→ **What this task involves**
When a line of the entries contains the word "small", report that line.

☆ ☆ ☆ ☆ ☆ ☆ ☆

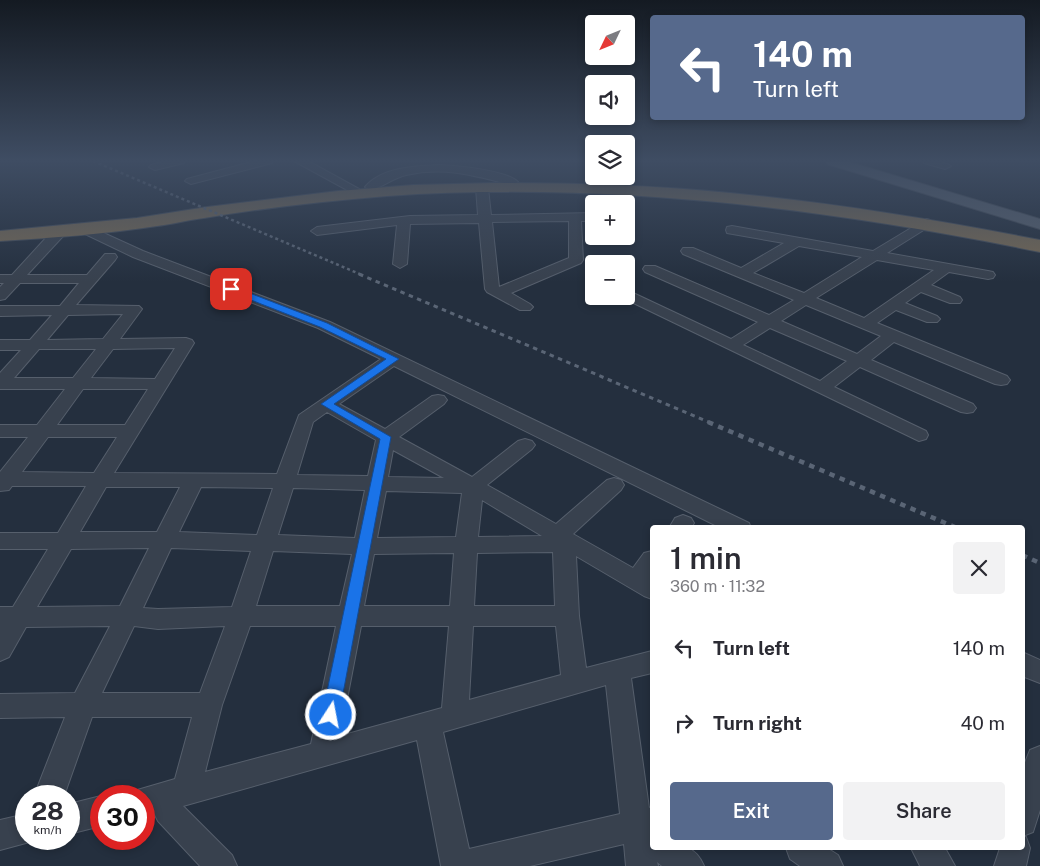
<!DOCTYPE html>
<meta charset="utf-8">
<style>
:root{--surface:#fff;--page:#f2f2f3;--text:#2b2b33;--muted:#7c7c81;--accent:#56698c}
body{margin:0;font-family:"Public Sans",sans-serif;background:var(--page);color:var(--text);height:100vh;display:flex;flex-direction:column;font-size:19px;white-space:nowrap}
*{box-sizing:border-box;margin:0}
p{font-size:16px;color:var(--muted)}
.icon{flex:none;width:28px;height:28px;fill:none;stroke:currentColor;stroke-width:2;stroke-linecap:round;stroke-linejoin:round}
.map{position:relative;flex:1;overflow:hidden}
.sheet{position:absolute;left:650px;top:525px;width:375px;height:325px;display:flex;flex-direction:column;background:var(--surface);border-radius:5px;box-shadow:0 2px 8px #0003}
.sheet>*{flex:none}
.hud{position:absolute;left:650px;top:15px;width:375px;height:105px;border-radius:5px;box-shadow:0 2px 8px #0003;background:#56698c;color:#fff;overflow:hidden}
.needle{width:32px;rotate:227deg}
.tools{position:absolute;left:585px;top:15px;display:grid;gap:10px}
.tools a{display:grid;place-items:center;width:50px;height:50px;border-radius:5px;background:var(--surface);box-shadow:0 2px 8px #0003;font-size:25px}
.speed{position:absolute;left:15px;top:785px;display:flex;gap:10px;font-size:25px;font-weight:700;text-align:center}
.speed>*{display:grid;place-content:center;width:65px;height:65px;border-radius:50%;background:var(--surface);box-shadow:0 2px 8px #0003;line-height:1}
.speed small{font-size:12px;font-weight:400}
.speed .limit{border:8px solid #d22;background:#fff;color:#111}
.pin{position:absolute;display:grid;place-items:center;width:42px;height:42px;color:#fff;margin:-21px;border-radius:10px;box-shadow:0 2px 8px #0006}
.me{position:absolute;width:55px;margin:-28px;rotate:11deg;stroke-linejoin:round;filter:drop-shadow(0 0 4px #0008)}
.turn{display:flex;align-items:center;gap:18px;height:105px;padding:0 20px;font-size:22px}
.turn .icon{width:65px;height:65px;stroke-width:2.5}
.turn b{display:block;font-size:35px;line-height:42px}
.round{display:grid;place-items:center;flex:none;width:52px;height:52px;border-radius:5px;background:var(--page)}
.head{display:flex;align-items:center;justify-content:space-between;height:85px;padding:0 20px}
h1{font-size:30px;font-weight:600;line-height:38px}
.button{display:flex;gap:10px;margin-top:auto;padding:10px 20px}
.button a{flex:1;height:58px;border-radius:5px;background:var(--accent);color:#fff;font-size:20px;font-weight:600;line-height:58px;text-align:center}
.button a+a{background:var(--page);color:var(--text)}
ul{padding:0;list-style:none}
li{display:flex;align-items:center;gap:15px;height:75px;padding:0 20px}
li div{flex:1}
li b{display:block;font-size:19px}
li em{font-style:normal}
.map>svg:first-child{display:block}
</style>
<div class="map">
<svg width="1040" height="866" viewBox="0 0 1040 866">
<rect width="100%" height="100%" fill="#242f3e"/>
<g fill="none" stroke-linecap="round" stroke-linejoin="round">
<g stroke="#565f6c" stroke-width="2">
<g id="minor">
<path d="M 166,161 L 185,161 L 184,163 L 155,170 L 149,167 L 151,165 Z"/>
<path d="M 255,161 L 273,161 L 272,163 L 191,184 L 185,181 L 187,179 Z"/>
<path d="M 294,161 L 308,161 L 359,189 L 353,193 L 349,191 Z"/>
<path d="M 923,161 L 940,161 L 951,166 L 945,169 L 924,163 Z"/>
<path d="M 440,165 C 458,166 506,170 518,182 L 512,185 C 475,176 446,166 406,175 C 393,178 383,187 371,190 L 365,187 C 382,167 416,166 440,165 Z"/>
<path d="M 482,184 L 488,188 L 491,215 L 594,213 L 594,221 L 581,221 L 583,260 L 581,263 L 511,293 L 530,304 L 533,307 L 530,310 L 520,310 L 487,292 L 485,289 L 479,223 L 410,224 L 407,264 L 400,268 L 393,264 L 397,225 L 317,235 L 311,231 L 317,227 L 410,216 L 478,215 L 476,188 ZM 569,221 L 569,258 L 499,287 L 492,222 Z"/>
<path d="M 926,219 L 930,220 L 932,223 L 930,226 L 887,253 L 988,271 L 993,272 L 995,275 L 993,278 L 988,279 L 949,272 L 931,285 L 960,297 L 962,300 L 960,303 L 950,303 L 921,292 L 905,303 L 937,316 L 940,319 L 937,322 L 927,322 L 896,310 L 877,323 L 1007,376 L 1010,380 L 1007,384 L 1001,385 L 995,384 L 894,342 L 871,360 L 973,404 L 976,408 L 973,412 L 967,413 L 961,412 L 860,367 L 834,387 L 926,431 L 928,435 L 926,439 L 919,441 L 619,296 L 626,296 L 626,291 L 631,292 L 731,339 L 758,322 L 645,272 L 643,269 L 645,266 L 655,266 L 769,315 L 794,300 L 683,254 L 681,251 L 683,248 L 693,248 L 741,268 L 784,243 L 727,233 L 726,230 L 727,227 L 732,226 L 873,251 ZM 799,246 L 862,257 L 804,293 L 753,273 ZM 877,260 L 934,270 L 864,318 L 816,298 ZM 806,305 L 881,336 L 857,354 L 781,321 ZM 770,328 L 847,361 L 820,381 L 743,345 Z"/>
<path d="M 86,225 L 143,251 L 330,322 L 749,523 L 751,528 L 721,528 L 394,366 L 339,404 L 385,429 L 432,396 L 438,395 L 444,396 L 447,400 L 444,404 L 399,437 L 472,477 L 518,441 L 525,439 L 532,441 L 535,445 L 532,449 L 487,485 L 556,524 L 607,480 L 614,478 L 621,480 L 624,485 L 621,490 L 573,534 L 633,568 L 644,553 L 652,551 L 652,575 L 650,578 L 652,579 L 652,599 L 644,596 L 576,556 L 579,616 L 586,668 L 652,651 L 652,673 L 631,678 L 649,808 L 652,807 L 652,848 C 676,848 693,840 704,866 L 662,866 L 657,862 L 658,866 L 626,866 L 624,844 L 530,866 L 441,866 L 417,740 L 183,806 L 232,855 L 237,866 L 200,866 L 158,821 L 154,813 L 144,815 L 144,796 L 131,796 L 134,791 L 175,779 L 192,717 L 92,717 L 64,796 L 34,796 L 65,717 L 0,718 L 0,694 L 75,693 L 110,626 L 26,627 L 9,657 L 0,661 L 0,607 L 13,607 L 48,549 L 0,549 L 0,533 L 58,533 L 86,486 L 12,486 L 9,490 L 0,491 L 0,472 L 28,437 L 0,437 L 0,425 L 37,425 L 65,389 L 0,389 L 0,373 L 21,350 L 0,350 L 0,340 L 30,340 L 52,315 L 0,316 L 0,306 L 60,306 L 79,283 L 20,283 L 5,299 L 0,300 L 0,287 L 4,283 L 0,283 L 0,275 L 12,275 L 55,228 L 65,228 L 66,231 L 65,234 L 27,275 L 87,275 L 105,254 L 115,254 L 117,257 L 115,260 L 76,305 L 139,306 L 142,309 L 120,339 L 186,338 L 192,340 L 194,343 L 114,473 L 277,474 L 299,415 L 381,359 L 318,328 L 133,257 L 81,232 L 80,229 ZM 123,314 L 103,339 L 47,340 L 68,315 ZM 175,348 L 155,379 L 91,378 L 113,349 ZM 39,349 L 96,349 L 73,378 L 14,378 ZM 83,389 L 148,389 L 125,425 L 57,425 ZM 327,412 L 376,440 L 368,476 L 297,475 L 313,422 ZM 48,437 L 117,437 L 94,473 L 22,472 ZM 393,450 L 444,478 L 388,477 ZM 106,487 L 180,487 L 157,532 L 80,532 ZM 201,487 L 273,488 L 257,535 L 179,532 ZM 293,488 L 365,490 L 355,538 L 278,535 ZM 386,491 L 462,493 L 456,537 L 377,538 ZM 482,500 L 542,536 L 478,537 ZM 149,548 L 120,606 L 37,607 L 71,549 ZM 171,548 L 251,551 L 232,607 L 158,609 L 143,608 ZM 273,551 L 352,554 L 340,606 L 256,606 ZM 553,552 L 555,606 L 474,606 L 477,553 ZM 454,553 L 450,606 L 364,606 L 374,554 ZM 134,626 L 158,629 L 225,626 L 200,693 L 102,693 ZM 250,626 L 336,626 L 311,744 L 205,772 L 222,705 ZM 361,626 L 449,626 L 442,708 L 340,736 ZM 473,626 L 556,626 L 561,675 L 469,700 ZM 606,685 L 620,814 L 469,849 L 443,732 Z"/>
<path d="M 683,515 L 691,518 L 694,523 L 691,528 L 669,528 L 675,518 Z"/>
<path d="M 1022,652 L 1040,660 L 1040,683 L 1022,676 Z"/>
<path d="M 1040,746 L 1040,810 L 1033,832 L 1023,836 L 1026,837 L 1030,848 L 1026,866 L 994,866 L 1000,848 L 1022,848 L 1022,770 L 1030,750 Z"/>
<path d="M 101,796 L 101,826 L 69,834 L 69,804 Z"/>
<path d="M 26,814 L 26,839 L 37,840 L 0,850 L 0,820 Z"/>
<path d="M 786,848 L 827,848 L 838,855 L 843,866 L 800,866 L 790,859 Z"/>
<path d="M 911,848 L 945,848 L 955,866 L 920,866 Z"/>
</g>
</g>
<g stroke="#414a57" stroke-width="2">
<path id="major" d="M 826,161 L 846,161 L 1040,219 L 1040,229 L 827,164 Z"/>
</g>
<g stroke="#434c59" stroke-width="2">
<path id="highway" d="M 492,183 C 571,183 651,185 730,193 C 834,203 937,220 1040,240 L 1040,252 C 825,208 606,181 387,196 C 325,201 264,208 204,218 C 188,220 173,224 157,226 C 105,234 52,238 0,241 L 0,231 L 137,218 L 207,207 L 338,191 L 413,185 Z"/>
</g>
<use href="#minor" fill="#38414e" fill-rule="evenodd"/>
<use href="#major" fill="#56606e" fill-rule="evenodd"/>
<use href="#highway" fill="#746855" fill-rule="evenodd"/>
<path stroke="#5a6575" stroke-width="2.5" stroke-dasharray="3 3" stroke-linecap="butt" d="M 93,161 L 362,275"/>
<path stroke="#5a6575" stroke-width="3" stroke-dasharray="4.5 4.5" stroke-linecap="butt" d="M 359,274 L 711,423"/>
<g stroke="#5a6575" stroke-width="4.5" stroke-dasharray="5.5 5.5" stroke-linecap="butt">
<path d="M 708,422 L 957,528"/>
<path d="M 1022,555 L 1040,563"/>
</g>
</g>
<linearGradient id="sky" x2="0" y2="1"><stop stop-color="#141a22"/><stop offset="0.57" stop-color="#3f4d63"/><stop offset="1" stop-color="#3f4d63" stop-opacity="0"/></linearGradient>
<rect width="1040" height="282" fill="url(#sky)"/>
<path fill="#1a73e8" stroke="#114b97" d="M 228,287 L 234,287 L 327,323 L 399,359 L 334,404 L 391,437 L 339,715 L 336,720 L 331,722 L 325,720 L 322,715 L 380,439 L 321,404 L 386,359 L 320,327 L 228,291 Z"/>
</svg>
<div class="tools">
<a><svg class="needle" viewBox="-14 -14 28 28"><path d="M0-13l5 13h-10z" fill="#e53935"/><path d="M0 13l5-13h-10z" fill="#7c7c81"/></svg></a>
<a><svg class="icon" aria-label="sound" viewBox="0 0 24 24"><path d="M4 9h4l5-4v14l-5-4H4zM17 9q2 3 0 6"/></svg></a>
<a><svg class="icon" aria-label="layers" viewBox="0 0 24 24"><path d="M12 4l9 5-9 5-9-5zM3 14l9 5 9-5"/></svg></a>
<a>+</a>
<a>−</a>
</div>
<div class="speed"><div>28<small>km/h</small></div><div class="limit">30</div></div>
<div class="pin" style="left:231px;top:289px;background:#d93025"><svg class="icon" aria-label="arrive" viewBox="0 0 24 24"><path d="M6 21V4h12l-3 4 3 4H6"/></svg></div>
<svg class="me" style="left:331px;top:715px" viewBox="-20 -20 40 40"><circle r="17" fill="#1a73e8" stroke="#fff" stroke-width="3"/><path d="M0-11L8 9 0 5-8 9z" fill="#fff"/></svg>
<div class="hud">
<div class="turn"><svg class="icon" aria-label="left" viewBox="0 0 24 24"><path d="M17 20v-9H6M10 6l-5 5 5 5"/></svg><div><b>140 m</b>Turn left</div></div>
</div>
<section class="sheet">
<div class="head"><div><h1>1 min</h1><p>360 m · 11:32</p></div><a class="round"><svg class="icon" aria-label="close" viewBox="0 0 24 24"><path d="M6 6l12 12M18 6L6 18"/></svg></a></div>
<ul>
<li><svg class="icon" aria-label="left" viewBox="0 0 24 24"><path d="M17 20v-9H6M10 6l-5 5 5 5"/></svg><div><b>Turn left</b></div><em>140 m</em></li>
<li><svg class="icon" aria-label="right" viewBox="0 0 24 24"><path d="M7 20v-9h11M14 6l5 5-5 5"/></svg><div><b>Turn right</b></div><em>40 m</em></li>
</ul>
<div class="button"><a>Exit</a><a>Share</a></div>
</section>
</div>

☆ ☆ ☆ ☆ ☆ ☆ ☆

→ **Task solution**
.speed small{font-size:12px;font-weight:400}
<div class="speed"><div>28<small>km/h</small></div><div class="limit">30</div></div>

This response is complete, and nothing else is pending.